Aristotle's (384–322 B.C.E.) Nichomachean Ethics embedded gifts and benefits in his discussion of the virtue of liberality, the forms of friendship, and the varieties of just distribution. Here, too, there were good gifts and bad: the liberal person gave "to the right people the right amounts and at the right time," the prodigal person bestowed gifts on flatterers and other wrong people, and received from bad sources as well. Aristotle saw giving-and-taking and buying-and-selling as versions of the exchange and reciprocity that held society together, but giving-and-taking was his preferred model. Humans "give a prominent place to the temple of the Graces—to promote the requital of services; for this is characteristic of grace—we should serve in return one who has shown grace to us, and should another time take the initiative in showing it" (bk. 4, ch. 1, pp. 1120a 25–26; bk. 5, ch. 5, pp. 1133a1–5). Giving-and-taking had a utilitarian element to it, but it also drew on feelings of gratitude.

Gratitude is a central theme of Seneca's (4 B.C.E.–65 C.E.) On Benefits, the other great gift-text of classical times. Gratitude was a "natural" response to a gift, benefit, or kindness, and this would generate further generosity in the recipient. The ungrateful person was detestable. Seneca explored all the fine points of giving and receiving, including between persons of unequal status. Of return on the gift, there should ideally be no expectation by the donor: "to bestow a favor in hope to receive another is a contemptible and base usury" (bk. 1, chap. 6, p. 6). Even more than Aristotle, Seneca contrasted the rules for gifts with the rules for sales and loans, especially in regard to the time for rewarding a benefit: the person who "requited a kindness with too much haste hath not the mind of a grateful man, but of a debtor" (bk. 4, chap. 40, p. 178).

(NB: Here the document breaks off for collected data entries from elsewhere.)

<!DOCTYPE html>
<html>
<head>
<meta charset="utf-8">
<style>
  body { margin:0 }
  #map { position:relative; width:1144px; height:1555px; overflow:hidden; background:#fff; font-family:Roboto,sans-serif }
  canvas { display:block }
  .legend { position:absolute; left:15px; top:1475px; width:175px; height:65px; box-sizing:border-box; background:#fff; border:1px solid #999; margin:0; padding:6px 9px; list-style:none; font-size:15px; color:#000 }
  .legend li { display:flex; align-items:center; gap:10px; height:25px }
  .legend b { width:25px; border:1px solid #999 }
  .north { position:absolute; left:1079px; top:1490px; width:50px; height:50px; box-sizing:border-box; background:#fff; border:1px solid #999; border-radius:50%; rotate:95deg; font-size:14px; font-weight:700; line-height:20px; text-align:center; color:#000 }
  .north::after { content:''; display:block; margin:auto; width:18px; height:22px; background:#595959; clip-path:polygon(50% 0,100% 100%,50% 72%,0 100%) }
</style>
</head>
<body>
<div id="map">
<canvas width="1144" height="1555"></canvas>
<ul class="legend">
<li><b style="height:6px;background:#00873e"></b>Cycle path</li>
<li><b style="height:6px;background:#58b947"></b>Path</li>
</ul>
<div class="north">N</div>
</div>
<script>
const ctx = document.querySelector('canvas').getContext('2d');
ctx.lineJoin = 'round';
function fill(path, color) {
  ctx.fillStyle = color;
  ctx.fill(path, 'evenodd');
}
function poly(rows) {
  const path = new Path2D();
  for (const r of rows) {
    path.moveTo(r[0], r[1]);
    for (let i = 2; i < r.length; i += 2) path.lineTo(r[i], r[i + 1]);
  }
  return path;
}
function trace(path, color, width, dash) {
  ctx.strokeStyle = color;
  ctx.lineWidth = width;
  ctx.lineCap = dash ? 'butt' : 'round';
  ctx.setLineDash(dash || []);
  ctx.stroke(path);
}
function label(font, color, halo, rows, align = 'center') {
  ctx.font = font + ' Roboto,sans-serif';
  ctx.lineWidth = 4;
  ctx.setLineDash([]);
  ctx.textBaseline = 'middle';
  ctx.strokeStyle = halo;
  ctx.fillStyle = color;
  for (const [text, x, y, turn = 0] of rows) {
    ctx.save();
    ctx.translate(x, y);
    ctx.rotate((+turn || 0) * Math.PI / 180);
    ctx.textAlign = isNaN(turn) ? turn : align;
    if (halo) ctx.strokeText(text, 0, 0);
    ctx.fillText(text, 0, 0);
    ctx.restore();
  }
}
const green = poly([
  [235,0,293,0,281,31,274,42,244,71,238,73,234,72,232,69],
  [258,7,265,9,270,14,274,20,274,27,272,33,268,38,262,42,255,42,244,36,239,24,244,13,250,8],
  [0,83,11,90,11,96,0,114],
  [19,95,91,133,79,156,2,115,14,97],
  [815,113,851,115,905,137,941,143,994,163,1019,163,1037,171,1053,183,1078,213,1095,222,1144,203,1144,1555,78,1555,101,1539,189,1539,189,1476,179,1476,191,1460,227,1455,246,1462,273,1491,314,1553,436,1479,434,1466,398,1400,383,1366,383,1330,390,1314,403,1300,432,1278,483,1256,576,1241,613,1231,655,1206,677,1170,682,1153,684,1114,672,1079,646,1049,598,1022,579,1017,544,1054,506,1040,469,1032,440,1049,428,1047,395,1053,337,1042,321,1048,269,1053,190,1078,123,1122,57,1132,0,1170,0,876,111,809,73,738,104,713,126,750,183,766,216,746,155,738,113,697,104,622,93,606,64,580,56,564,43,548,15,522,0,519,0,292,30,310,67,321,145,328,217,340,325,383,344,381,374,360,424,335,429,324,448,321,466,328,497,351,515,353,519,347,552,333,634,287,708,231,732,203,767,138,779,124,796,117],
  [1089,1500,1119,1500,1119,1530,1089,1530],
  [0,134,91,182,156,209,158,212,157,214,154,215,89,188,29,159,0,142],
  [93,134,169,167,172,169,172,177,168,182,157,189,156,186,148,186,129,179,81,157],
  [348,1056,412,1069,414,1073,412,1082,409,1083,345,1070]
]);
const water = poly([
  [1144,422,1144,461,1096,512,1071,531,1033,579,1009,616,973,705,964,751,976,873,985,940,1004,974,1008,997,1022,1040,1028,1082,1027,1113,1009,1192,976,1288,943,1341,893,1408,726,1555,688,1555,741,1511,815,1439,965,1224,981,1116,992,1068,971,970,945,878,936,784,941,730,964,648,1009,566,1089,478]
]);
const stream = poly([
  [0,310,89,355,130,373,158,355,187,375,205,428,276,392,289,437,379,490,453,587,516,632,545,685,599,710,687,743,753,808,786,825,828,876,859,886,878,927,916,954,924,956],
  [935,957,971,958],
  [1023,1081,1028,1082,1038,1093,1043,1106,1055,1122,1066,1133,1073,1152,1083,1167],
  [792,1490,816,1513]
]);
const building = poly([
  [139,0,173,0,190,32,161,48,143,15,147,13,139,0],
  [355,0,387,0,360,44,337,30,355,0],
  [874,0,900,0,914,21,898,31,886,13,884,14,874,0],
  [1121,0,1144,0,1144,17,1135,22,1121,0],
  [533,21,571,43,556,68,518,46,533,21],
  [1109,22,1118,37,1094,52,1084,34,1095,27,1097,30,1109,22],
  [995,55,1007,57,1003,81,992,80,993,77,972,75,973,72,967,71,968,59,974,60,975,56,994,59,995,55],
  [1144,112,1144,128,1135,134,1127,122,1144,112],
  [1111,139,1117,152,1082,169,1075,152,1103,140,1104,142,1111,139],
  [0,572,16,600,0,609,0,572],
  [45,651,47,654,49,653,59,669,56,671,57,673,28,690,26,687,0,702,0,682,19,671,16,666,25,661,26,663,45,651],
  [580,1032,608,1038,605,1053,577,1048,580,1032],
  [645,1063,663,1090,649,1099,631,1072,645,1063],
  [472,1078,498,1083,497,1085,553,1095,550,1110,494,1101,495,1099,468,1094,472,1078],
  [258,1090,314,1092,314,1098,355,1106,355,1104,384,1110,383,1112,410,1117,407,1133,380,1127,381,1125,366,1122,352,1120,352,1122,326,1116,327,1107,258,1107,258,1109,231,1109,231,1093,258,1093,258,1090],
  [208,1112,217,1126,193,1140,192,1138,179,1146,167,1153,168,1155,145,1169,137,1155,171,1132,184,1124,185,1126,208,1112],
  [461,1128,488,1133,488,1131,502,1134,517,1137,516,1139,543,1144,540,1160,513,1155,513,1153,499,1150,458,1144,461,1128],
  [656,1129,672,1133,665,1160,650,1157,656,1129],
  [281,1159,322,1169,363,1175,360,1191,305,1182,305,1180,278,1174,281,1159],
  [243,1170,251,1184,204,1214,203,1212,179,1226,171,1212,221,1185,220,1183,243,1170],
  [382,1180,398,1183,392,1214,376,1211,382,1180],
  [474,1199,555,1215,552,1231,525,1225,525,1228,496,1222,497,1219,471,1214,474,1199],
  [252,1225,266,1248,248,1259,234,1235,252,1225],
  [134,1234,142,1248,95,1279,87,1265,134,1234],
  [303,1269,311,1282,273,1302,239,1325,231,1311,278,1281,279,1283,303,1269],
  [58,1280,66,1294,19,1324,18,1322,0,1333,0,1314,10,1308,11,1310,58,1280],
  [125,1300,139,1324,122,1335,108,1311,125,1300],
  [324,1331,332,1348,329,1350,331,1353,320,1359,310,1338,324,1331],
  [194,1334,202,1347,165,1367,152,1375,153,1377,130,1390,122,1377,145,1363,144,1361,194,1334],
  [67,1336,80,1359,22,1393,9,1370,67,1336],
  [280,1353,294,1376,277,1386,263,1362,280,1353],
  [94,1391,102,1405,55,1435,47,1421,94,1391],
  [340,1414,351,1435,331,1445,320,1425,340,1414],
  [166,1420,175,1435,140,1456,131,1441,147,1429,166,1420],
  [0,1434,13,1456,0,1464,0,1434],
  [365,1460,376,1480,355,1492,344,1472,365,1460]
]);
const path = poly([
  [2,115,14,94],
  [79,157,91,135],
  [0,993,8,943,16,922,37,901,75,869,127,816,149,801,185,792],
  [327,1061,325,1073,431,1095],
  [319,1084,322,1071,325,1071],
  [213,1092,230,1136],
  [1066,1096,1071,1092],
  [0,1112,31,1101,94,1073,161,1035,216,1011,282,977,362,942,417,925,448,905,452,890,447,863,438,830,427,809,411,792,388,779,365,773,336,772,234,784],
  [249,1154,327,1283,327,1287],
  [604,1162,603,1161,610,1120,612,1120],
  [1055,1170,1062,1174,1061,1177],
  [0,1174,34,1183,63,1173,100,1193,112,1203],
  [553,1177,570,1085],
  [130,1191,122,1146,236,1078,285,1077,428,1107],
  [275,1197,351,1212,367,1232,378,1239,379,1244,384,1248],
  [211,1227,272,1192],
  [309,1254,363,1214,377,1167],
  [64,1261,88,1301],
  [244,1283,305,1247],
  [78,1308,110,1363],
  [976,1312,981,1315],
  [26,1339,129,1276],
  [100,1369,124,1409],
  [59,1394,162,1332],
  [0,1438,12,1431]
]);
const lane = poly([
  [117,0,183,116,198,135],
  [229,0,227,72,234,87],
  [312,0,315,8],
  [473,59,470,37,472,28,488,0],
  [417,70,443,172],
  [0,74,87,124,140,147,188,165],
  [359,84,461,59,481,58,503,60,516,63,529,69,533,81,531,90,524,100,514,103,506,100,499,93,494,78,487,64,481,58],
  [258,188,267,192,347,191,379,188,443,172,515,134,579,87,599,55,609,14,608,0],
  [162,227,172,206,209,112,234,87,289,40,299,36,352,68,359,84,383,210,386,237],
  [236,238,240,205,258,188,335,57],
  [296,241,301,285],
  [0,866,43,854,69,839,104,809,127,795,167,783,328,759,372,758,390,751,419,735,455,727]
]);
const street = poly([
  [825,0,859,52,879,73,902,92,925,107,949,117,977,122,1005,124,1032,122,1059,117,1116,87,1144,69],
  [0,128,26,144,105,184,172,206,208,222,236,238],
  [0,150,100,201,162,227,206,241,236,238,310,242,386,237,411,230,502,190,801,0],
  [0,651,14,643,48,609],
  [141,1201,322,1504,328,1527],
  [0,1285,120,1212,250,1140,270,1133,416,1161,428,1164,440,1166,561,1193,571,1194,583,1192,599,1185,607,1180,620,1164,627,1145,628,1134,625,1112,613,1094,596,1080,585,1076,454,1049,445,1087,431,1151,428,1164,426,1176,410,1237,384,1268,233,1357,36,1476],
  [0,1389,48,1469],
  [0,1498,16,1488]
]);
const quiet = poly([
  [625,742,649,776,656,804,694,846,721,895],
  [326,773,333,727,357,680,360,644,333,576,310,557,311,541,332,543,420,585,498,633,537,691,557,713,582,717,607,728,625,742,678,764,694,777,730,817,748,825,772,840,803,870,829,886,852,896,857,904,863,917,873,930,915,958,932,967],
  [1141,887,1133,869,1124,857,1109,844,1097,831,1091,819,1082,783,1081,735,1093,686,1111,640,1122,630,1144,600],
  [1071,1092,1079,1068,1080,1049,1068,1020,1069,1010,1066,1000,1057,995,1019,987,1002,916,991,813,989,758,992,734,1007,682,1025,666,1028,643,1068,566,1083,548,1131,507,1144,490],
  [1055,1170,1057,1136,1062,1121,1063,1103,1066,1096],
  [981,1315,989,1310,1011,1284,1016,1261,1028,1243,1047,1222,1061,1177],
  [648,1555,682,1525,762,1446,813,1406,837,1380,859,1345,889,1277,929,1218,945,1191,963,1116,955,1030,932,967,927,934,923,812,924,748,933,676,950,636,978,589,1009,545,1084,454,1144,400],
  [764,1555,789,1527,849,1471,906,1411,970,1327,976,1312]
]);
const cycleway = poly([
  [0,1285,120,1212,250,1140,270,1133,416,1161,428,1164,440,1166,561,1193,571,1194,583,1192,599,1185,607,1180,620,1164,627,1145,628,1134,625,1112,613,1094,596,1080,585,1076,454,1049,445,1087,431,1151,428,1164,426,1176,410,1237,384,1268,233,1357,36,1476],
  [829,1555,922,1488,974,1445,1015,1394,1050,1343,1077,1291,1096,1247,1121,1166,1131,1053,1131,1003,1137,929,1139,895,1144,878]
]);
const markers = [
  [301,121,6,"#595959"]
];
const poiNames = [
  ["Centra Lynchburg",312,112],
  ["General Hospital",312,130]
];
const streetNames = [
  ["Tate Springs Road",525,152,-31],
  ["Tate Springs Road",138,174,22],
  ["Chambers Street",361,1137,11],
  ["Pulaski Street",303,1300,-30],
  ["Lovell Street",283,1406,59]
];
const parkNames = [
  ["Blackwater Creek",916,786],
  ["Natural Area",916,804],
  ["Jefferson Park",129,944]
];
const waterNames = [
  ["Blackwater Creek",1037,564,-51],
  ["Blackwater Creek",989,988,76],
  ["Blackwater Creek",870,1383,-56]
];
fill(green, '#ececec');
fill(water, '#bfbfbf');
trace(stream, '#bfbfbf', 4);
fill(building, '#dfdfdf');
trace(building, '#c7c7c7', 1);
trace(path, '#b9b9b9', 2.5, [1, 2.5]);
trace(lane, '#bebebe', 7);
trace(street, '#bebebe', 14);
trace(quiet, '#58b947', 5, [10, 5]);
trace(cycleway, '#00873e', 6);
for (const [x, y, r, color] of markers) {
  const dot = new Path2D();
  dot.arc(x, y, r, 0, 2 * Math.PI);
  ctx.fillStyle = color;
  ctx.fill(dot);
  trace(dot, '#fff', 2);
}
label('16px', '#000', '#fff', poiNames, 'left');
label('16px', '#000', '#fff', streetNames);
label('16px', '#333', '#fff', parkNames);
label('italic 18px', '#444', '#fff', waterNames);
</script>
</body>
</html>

Biblical, classical, and patristic texts nourished the Christian writing on gifts during the medieval period, even while thinkers responded to new socioeconomic relations and political and religious institutions. Gift subjects flowed into diverse channels: writings on the church as an object of charitable donation and an instrument for dispensing charity; on the Mass as a heartfelt sacrifice to God; on the virtue of charity and the vice of avarice; on various kinds of poverty and the meaning of alms; on the importance of hospitality, both ecclesiastical and feudal. Similarly, in the fifteenth, sixteenth, and seventeenth centuries, giving-and-taking themes clustered around diverse subjects: the liberality of the nobleman and noble-woman and the ordering of their obligations; the gifts of kings and queens, and whom they should reward; charitable donations to the poor, and how they should be organized; gifts of parents to children, and how they should be decided. At the same time, gifts were quarreled about and denounced as wrongful. The gifts that were omnipresent in the quest for favor in the political life of early modern polities were condemned as "corruption," especially when they went to judges, and the word bribe became part of parlance in English. Sermons warned against alms to the "undeserving poor" among the beggars and vagabonds, now identified more sharply than ever before. Meanwhile, the Protestant Reformation and Catholic Counter-Reformation of the sixteenth and seventeenth centuries offered alternate concepts of the meaning of sacrifice and of how gratitude for God's gifts should express itself in human behavior.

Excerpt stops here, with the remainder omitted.